• [Task directions]:
For every line in the material below that holds "limit", report the line.

═════ Data shown ═════

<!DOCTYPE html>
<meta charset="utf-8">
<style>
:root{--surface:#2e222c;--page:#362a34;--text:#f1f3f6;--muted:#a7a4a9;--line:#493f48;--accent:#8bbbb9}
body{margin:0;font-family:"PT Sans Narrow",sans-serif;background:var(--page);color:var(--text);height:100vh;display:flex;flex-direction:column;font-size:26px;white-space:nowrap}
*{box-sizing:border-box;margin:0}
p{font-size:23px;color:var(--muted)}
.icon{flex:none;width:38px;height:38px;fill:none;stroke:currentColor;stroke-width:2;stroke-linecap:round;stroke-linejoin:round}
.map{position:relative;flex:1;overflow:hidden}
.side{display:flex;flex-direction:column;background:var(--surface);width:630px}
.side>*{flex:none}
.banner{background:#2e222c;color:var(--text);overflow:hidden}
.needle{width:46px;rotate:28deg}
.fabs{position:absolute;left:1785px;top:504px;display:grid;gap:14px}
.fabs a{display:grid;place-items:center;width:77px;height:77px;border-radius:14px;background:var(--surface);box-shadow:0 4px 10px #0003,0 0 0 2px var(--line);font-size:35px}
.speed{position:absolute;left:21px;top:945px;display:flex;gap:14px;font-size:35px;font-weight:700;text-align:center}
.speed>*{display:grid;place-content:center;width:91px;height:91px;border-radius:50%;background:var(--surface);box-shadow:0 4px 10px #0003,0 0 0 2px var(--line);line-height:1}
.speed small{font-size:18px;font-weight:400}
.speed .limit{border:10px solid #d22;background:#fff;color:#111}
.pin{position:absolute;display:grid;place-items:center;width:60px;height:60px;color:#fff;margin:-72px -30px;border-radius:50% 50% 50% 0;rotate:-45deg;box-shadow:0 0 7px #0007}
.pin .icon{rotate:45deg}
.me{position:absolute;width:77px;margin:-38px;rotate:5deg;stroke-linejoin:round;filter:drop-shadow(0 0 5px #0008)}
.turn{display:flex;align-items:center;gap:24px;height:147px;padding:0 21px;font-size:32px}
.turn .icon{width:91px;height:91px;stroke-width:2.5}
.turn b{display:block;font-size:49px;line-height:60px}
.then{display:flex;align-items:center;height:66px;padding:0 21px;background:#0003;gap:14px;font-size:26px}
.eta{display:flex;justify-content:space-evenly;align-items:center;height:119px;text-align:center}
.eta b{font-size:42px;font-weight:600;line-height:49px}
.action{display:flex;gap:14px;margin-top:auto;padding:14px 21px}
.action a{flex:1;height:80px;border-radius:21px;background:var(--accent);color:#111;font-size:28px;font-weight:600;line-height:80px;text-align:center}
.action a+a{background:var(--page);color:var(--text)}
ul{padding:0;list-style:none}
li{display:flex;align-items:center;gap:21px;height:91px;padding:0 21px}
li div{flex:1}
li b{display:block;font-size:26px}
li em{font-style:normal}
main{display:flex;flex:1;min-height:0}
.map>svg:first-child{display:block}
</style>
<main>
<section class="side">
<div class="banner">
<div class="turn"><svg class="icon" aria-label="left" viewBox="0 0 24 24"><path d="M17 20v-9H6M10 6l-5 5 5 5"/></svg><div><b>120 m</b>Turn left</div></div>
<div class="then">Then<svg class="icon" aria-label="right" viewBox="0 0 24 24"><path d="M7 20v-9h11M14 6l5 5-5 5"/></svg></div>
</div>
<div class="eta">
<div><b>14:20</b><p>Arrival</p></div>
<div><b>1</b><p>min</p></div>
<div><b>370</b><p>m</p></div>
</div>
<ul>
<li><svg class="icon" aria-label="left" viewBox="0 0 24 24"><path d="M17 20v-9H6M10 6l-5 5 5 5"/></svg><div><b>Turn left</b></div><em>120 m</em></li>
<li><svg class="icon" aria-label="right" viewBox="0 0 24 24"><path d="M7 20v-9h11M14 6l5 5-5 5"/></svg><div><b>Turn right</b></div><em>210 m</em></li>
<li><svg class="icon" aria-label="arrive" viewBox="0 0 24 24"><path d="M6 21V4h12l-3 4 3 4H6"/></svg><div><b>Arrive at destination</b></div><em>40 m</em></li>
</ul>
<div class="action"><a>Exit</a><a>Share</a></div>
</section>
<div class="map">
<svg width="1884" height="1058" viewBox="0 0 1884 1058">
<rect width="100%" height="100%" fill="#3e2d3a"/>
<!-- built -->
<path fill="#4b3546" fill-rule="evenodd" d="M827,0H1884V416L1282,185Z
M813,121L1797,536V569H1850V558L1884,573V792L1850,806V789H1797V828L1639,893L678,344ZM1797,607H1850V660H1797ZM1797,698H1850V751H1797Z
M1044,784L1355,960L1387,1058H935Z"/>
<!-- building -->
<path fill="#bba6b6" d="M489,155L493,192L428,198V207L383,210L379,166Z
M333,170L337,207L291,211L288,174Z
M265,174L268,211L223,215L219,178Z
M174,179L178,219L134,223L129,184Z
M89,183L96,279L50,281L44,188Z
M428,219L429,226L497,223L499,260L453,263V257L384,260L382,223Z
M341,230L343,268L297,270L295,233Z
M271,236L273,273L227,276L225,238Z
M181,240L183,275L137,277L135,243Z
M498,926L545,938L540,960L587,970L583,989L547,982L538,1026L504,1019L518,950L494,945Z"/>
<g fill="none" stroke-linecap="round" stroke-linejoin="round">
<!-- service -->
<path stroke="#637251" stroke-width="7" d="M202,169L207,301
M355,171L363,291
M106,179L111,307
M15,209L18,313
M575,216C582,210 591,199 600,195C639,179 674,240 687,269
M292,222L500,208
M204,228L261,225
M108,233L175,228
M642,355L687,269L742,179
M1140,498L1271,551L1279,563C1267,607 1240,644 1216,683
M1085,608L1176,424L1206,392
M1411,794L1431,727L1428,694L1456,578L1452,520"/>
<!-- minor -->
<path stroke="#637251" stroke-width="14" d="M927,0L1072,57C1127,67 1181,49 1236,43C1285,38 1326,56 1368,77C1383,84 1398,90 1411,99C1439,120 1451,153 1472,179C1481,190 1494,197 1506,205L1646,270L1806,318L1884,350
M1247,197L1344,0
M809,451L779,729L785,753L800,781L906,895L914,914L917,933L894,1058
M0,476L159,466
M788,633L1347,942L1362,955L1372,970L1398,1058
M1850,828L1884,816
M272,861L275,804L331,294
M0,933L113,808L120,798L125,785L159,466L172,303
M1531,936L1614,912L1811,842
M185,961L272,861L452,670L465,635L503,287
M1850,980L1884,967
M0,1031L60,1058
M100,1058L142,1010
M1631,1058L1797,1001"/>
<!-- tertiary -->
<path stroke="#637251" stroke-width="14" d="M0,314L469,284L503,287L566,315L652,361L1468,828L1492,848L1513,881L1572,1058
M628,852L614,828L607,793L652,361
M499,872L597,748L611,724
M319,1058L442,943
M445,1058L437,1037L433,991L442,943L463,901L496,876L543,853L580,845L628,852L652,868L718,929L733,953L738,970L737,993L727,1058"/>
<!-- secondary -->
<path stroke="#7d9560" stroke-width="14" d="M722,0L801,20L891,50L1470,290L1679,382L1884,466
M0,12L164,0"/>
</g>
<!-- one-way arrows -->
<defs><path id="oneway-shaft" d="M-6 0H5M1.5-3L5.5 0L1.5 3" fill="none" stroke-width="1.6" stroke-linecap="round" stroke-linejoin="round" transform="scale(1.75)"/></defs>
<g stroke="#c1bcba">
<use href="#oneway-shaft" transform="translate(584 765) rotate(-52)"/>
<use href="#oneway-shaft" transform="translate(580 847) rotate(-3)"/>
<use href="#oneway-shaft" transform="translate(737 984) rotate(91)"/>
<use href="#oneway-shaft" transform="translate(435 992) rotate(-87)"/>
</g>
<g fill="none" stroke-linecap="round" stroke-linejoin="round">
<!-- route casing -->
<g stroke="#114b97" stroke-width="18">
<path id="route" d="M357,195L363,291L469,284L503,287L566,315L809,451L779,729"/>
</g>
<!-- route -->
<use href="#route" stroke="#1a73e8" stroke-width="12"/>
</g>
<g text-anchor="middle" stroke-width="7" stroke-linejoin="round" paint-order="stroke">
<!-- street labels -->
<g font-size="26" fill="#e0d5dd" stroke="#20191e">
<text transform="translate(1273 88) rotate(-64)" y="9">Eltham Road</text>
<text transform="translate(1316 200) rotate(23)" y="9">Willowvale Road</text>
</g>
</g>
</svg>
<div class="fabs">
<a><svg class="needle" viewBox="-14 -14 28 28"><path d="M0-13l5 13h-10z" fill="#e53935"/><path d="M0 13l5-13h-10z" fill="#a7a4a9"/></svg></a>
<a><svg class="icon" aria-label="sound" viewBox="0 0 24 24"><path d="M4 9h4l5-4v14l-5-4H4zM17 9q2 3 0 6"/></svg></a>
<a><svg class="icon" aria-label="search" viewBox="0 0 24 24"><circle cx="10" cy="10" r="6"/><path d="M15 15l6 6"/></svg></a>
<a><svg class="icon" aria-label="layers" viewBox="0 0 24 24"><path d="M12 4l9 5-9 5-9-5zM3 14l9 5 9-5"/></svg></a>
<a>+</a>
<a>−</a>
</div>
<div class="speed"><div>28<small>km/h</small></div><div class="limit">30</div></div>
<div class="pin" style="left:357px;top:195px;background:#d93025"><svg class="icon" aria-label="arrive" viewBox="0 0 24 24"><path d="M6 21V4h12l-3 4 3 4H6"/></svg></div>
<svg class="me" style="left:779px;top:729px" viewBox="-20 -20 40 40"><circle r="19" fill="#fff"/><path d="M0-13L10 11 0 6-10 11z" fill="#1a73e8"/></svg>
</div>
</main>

═════
═════ Data shown ═════

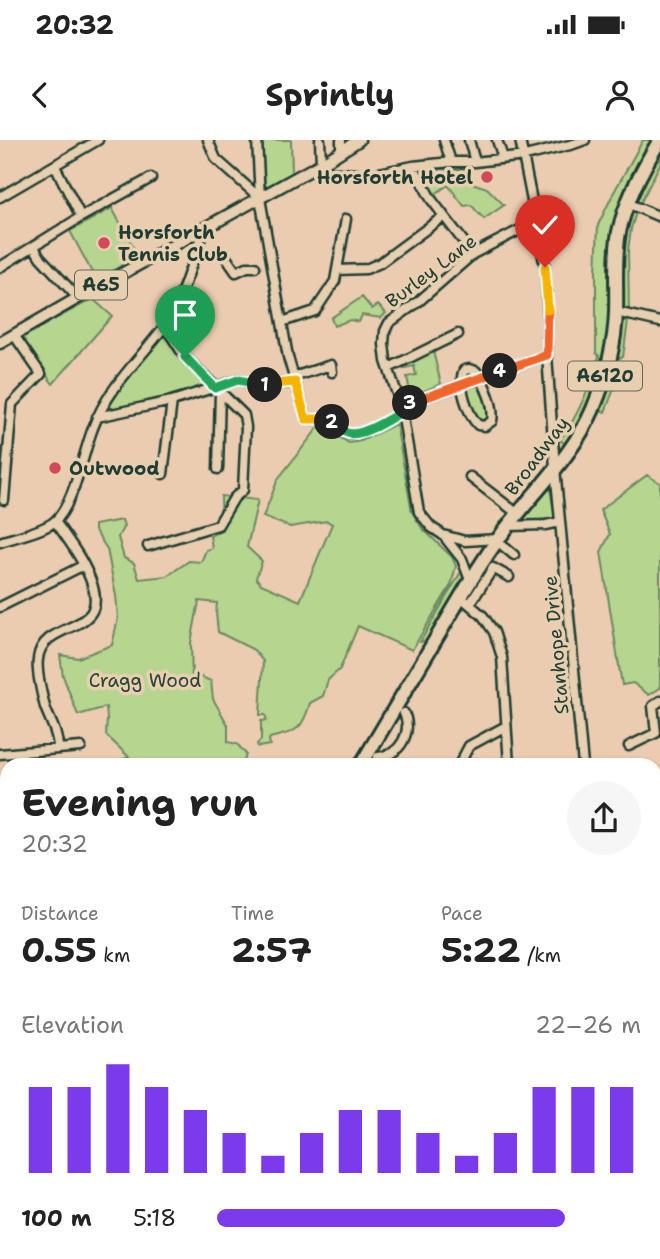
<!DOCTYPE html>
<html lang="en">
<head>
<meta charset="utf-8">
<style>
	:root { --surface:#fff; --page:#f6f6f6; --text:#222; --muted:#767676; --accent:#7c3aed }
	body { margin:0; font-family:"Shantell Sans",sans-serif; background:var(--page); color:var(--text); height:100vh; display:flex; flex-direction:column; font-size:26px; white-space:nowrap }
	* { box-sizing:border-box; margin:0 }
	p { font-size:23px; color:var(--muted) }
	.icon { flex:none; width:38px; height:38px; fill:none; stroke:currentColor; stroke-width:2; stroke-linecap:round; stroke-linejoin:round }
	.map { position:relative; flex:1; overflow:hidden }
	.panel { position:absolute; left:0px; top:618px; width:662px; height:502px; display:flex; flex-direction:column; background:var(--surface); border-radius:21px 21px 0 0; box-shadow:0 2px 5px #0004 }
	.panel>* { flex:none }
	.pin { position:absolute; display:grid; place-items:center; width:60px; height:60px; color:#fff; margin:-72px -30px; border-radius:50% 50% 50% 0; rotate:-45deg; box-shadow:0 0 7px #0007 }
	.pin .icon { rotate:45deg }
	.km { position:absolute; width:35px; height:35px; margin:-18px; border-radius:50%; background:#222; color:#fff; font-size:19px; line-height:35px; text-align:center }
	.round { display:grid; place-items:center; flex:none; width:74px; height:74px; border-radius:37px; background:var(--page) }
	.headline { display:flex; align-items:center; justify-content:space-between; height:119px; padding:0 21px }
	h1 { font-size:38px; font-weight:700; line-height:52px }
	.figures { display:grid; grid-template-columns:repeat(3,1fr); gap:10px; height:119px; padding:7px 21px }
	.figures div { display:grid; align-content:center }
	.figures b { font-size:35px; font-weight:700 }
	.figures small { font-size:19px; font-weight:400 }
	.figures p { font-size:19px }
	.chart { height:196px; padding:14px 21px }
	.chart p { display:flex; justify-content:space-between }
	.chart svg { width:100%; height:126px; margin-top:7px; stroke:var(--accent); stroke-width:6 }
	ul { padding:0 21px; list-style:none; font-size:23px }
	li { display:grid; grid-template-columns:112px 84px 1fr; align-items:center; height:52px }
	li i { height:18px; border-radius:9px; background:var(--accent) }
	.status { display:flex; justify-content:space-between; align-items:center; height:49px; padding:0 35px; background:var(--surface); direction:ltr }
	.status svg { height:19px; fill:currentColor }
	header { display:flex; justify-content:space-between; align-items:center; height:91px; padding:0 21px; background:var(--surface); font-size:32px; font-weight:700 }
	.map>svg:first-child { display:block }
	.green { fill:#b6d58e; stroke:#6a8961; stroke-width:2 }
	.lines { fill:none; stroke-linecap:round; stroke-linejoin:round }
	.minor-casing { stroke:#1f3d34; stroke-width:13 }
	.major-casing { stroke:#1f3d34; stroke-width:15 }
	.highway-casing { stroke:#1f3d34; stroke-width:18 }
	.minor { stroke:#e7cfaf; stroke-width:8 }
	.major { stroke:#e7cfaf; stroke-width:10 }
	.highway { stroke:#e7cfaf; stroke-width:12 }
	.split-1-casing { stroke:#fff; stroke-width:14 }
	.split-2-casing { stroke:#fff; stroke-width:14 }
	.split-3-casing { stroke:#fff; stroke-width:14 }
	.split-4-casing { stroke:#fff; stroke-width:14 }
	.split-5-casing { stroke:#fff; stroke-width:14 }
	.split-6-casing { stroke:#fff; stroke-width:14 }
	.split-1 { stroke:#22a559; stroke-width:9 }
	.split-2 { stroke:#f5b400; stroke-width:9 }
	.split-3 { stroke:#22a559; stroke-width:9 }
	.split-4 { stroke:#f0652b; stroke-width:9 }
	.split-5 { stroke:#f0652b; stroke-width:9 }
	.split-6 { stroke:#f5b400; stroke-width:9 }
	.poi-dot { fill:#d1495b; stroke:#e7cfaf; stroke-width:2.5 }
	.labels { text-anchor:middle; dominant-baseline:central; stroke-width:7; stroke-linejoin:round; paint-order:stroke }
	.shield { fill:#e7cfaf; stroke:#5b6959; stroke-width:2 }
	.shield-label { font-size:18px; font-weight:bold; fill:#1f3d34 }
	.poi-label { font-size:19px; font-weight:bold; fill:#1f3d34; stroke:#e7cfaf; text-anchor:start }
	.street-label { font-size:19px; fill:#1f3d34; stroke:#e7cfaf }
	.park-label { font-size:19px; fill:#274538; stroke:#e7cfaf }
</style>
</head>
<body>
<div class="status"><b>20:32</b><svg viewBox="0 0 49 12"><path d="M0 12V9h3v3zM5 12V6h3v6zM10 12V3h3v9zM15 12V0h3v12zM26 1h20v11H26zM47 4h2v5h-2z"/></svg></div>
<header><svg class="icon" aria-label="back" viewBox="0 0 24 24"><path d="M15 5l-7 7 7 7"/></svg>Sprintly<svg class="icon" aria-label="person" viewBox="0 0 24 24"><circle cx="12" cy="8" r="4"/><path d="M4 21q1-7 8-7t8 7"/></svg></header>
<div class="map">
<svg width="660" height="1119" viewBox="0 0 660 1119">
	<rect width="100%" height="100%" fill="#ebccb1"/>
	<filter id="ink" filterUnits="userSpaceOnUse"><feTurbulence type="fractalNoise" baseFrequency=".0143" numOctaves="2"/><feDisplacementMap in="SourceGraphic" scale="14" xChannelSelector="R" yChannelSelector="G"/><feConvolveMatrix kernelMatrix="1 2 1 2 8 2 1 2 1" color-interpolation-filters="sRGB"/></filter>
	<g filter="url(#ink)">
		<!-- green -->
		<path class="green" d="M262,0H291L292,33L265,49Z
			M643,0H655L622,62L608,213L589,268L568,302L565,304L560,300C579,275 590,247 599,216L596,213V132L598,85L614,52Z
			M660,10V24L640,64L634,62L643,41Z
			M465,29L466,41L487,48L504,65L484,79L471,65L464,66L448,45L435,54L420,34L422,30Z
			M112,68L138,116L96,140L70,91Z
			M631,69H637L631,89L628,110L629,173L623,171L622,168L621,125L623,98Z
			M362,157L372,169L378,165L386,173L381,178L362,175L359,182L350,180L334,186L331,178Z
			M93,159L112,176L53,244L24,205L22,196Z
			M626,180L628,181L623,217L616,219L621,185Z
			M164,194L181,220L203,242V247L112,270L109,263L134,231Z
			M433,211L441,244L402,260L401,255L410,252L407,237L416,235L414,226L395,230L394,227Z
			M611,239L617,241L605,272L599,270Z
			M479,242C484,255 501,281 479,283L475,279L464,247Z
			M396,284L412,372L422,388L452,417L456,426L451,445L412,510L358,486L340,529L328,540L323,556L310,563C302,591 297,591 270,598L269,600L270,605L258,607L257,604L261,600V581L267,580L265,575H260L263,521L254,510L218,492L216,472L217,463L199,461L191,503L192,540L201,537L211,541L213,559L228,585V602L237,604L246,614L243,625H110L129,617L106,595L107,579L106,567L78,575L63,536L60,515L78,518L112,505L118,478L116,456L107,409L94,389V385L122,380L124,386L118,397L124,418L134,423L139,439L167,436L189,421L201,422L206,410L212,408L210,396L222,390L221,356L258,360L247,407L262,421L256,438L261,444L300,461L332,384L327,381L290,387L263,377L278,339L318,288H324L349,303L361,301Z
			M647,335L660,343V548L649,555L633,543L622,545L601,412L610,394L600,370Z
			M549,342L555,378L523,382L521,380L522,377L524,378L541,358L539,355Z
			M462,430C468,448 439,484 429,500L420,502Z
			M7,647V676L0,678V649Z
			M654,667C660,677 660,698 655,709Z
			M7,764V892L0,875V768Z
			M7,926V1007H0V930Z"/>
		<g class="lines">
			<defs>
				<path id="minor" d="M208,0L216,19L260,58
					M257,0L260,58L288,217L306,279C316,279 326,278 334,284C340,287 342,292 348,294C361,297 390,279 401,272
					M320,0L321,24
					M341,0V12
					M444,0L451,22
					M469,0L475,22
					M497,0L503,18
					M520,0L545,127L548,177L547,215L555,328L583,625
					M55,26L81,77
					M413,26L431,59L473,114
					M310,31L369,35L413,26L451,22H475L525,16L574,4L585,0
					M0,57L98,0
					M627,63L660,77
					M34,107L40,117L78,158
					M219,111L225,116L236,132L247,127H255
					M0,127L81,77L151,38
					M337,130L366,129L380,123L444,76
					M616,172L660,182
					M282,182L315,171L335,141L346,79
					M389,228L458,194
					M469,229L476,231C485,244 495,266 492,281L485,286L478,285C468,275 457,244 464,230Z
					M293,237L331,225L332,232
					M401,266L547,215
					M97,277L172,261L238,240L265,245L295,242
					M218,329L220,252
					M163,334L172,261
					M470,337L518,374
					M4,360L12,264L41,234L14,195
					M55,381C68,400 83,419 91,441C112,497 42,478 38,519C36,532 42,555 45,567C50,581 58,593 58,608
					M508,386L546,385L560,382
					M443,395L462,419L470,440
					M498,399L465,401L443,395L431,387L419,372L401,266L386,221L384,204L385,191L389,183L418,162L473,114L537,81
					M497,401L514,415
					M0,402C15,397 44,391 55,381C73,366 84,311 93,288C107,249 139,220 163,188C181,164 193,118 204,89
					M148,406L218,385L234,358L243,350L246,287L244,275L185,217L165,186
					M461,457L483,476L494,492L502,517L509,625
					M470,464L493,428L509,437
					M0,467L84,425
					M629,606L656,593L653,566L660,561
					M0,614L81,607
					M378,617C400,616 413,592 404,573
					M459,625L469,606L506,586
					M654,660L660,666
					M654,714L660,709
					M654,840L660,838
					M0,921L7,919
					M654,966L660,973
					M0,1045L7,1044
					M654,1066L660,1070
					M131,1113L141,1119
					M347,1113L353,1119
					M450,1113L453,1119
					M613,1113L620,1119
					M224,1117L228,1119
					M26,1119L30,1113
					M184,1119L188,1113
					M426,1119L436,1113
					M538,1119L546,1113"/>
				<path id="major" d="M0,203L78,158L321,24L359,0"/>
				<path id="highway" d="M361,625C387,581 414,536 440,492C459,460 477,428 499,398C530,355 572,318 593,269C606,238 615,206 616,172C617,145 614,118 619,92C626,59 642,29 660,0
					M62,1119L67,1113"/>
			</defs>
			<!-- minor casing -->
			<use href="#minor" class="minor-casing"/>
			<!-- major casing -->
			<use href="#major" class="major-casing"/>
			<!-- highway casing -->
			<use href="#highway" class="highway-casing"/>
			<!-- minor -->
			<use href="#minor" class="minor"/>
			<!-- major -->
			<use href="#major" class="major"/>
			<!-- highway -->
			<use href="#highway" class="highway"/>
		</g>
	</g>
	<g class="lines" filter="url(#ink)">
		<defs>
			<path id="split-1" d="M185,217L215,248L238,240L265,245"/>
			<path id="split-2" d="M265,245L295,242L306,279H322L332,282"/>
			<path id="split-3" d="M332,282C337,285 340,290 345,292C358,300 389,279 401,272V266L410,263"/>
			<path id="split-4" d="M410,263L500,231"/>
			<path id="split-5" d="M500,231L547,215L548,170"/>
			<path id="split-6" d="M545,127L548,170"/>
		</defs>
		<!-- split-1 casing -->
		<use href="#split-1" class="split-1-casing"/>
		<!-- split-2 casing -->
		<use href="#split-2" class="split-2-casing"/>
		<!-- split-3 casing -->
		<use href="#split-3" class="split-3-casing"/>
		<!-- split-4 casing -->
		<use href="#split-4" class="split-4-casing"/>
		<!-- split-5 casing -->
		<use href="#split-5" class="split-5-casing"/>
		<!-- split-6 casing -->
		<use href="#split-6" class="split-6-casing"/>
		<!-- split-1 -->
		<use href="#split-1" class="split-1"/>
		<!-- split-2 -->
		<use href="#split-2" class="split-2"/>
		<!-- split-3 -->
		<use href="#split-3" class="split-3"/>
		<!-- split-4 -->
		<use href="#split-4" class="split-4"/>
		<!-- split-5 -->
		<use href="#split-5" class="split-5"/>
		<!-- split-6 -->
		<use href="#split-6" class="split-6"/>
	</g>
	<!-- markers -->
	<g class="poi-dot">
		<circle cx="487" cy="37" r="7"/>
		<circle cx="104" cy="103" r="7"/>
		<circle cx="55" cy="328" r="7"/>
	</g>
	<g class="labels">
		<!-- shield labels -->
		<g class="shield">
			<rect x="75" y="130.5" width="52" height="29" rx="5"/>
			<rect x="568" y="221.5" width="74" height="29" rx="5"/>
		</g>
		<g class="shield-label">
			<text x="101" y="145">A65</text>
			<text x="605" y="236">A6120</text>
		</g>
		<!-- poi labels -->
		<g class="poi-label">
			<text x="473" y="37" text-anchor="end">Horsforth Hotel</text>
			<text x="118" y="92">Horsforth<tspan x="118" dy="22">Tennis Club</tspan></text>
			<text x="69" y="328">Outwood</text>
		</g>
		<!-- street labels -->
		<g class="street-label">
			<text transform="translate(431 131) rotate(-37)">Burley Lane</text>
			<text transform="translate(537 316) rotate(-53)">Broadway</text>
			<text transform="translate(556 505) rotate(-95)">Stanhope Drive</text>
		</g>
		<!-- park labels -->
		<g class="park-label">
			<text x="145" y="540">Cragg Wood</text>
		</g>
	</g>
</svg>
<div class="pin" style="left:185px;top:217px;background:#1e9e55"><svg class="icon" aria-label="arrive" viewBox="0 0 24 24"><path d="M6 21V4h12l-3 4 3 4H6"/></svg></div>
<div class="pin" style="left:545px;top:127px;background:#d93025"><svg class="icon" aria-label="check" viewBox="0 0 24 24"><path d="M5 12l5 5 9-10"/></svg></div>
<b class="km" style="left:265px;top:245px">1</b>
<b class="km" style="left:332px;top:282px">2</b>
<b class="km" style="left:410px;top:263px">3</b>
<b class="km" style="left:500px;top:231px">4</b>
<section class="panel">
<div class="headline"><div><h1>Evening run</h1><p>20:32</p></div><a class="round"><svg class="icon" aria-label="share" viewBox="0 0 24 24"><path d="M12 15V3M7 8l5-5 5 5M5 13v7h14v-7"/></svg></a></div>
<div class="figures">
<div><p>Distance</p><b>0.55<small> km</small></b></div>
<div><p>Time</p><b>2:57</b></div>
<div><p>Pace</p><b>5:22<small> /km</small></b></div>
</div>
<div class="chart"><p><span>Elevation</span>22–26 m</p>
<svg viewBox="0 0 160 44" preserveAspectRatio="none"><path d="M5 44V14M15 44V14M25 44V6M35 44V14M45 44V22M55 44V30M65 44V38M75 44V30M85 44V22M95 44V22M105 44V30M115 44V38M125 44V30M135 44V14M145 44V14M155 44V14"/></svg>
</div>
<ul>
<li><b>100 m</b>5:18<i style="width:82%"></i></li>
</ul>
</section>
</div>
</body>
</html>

═════

• [Output of the task]:
.speed .limit{border:10px solid #d22;background:#fff;color:#111}
<div class="speed"><div>28<small>km/h</small></div><div class="limit">30</div></div>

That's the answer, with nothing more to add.